Healthcare (Commonwealth Union) – Cancerous cells have a significantly higher metabolic rate than normal cells, leading them to consume greater amounts of glucose. This trait is leveraged by Positron Emission Tomography (PET)—currently the top-tier imaging method for cancer diagnostics. In PET scans, doctors inject a radioactive glucose-based tracer such as 18F-fluoro-2-deoxyglucose (18F-FDG), which gathers at tumour sites, making them easier to locate. However, PET scans come with a high price tag and involve radiation exposure, which can build up with repeated use. As cancer cells consume much higher quantities of glucose in comparison to normal cells a PET scan gives the ability to distinguish cancer cells in comparison to healthy cells and diagnose cancer.
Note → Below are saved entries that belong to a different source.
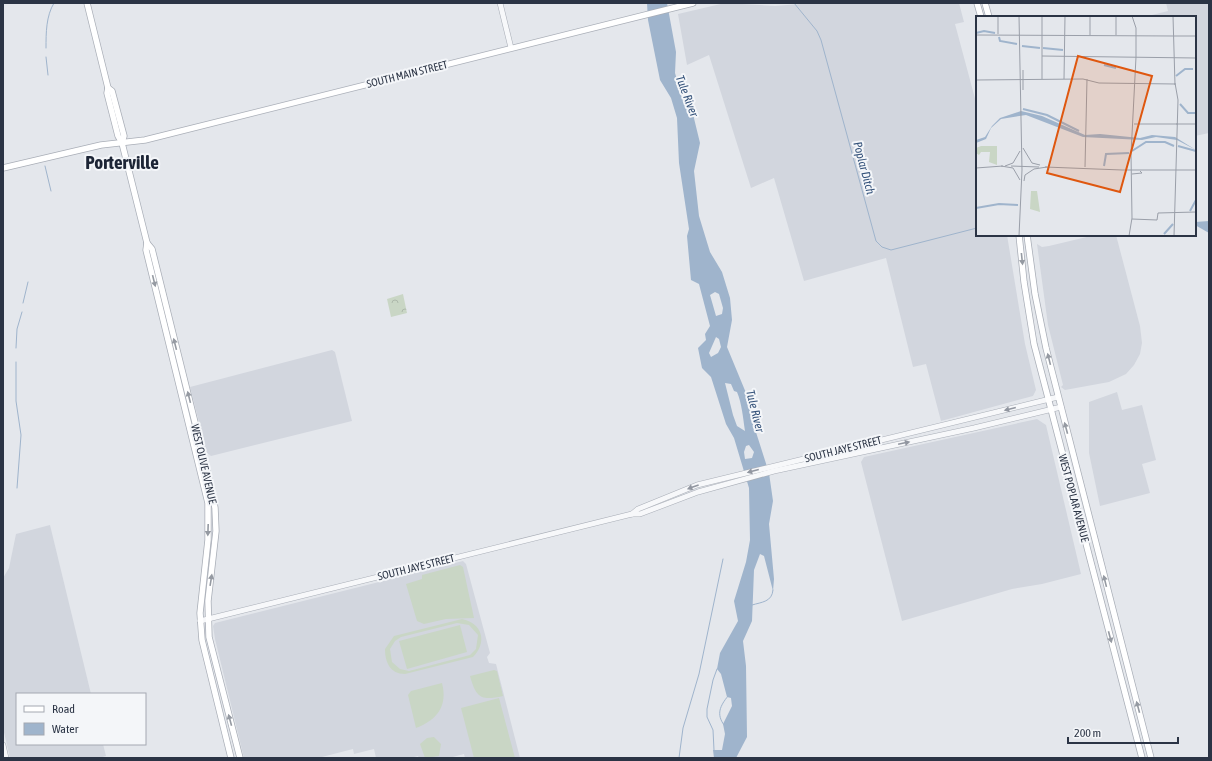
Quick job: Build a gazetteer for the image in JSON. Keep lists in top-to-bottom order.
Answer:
{
  "streets": {
    "main road": ["SOUTH MAIN STREET", "WEST OLIVE AVENUE", "WEST POPLAR AVENUE"],
    "street": ["SOUTH JAYE STREET"]
  },
  "crossings": [
    ["SOUTH MAIN STREET", "WEST OLIVE AVENUE"],
    ["SOUTH JAYE STREET", "WEST OLIVE AVENUE"],
    ["SOUTH JAYE STREET", "WEST POPLAR AVENUE"]
  ],
  "districts": ["Porterville"],
  "water": ["Tule River", "Poplar Ditch"],
  "legend": ["Road", "Water"],
  "scale_bar": "200 m"
}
Now, scientists at the Department of Bioengineering, Indian Institute of Science (IISc) have introduced a new biocompatible small molecule that serves as a minimally invasive contrast agent for Photoacoustic (PA) Tomography. This imaging approach involves directing a near-infrared (NIR) laser at specific light-absorbing molecules (chromophores) delivered to the target area. These molecules absorb the light and expand, causing a change in pressure that produces an audible signal. By decoding these signals, researchers can generate 3D visuals of the area being examined. The method is especially effective for detecting tumours near the body’s surface.
“This method allows us to gather the same diagnostic insights using a much more affordable technique—less expensive than both PET and MRI,” said Sanhita Sinharay, who is Assistant Professor in Bioengineering and the lead author of the study, which was recently seen in JACS Au.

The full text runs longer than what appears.